How to write parallel code with Haskell vectors?

2019-02-09 10:05发布

问题:

One one hand, in Haskell Vector a seems to be the preferred type to use as an array of numbers. There is even an (incomplete) Vector Tutorial.

On the other hand, Control.Parallel.Strategies are defined mostly in terms of Traversable. Vector library doesn't provide these instances.

The minimal complete definition of Traversable t should also define Foldable and

traverse :: Applicative f => (a -> f b) -> t a -> f (t b)
sequenceA :: Applicative f => t (f a) -> f (t a)

I don't see how sequenceA can be defined for Data.Vector.Unboxed.Vector.
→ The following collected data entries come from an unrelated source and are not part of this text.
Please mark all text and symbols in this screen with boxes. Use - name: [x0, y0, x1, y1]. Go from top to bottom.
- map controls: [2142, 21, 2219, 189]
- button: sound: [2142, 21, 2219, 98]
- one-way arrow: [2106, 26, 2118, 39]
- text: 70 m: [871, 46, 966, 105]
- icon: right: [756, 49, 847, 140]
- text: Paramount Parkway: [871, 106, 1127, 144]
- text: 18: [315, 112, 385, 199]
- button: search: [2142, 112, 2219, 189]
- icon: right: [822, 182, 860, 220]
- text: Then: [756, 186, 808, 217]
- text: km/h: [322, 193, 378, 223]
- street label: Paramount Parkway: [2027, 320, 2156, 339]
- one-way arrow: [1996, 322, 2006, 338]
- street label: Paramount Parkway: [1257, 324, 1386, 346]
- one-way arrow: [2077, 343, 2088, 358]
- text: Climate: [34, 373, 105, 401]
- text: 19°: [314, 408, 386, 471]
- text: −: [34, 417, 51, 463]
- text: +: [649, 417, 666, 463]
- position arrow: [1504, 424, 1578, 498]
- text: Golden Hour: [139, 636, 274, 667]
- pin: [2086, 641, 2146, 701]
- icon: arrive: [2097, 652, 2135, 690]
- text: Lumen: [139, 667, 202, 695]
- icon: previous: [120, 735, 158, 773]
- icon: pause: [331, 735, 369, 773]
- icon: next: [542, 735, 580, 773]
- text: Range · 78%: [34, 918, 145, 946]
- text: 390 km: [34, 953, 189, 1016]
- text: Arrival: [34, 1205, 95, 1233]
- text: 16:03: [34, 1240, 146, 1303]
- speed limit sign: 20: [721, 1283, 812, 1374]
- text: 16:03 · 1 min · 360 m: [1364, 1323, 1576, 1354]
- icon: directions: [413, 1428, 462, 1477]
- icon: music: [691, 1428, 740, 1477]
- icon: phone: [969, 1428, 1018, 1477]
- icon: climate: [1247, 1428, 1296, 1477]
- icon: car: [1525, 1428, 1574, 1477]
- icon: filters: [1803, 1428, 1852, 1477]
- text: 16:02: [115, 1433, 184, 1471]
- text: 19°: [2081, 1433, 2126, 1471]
So, what is the best approach to writing parallel code with unboxed vectors? Defining some new ad hoc strategies like evalVector or using par and pseq explicitly or using plain Data.Array instead of vectors?

P.S. Plain Arrays are parallelizable without problems: https://gist.github.com/701888

回答1:

It's a hack job for parVector but this worked for me:

import qualified Data.Vector as V
import Control.Parallel.Strategies
import Control.Parallel
import Control.DeepSeq

ack :: Int -> Int -> Int
ack 0 n = n+1
ack m 0 = ack (m-1) 1
ack m n = ack (m-1) (ack m (n-1))

main = do
  let vec = V.enumFromN 1 1000
  let res = (V.map (ack 2) vec) `using` parVector
  print res

parVector :: NFData a => Strategy (V.Vector a)
parVector vec = eval vec `seq` Done vec
  where
  chunkSize = 1
  eval v
    | vLen == 0 = ()
    | vLen <= chunkSize = rnf (v V.! 0) -- FIX this to handle chunks > 1
    | otherwise = eval (V.take half v) `par` eval (V.drop half v)
    where vLen = V.length v
          half = vLen `div` 2

And running this code:

[tommd@Mavlo Test]$ ghc --make -O2 -threaded t.hs
... dumb warning ...
[tommd@Mavlo Test]$ time ./t +RTS -N1 >/dev/null
real    0m1.962s user    0m1.951s sys     0m0.009s
[tommd@Mavlo Test]$ time ./t +RTS -N2 >/dev/null
real    0m1.119s user    0m2.221s sys 0m0.005s

When I run the code with Integer instead of Int in the type signature:

[tommd@Mavlo Test]$ time ./t +RTS -N2 >/dev/null

real    0m4.754s
user    0m9.435s
sys     0m0.028s
[tommd@Mavlo Test]$ time ./t +RTS -N1 >/dev/null

real    0m9.008s
user    0m8.952s
sys     0m0.029s

Rock!

EDIT: And a solution that is a bit closer to your earlier attempt is cleaner (it doesn't use functions from three separate modules) and works great:

parVector :: NFData a => Strategy (V.Vector a)
parVector vec =
  let vLen = V.length vec
      half = vLen `div` 2
      minChunk = 10
  in  if vLen > minChunk
      then do
        let v1 = V.unsafeSlice 0 half vec
            v2 = V.unsafeSlice half (vLen - half) vec
        parVector v1
        parVector v2
        return vec
      else
        evalChunk (vLen-1) >>
        return vec
  where
  evalChunk 0 = rpar (rdeepseq (vec V.! 0)) >> return vec
  evalChunk i = rpar (rdeepseq (vec V.! i)) >> evalChunk (i-1)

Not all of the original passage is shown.